**DATA EXCERPTS:**
=== Begin Enclosure ===
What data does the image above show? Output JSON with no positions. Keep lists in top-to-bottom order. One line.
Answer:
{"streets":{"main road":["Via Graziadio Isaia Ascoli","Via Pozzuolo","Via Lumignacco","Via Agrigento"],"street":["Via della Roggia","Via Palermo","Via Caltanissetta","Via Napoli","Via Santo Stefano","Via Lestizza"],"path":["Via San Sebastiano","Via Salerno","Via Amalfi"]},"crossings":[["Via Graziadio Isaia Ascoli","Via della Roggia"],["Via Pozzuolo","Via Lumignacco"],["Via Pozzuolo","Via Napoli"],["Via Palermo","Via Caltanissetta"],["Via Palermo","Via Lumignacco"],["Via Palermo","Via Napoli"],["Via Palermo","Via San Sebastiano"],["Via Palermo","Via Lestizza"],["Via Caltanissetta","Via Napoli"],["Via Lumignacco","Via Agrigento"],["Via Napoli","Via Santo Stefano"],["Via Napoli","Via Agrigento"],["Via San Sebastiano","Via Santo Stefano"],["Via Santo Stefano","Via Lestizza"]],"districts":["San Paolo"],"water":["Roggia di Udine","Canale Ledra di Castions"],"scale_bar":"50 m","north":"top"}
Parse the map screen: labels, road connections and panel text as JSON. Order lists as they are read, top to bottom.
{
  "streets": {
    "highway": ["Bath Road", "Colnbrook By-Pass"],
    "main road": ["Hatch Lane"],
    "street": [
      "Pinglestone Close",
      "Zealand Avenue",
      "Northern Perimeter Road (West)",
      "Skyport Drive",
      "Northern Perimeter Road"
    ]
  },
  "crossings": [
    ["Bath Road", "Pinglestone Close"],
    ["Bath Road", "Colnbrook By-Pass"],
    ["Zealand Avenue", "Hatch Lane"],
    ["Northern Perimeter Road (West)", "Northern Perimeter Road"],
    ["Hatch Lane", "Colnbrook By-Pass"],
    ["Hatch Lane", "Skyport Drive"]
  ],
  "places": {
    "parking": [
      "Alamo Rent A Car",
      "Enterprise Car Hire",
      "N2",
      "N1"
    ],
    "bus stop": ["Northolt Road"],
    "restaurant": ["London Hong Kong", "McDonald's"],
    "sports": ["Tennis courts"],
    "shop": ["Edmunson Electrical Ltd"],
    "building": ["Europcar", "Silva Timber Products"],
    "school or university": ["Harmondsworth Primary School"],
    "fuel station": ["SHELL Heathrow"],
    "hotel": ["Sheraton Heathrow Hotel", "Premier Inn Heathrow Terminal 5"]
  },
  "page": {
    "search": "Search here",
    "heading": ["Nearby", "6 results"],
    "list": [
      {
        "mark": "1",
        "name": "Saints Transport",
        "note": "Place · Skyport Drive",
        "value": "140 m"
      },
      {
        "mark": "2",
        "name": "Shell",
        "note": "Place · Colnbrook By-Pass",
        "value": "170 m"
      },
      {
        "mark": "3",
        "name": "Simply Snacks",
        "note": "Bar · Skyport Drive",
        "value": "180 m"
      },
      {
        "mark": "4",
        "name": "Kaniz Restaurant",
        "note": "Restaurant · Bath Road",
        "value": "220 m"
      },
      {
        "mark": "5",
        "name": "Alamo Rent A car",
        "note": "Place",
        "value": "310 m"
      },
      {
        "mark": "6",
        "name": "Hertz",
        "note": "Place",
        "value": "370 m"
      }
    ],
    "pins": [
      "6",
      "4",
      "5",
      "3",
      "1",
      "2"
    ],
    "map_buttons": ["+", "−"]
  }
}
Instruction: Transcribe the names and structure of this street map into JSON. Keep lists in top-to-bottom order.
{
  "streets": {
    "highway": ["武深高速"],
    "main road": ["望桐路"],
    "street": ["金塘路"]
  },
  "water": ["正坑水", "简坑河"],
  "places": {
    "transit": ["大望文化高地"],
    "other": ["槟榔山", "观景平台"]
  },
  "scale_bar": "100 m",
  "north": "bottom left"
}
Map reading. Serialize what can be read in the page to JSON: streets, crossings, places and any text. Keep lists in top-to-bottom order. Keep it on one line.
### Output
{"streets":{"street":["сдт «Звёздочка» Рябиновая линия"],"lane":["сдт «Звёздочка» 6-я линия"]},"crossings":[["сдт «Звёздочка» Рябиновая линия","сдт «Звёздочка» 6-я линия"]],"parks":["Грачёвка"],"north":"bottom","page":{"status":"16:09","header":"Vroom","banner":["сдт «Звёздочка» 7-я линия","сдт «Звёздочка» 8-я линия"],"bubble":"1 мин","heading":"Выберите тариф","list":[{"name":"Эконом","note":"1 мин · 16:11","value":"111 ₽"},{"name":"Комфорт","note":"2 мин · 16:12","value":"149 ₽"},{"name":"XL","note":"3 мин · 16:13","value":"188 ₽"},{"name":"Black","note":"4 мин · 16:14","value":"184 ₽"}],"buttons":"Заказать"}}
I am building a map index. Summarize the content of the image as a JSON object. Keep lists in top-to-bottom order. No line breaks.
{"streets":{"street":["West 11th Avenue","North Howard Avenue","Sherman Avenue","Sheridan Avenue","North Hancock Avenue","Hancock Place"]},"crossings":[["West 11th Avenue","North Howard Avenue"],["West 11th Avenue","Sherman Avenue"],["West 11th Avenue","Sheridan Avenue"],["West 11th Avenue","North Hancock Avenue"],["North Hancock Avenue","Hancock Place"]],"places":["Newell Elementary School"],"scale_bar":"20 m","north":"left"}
=== End Enclosure ===
**EXERCISE INSTRUCTIONS:** State the number of lines in the data above that include the word "Alamo", leaving out any other words.

**THE ANSWER:** 2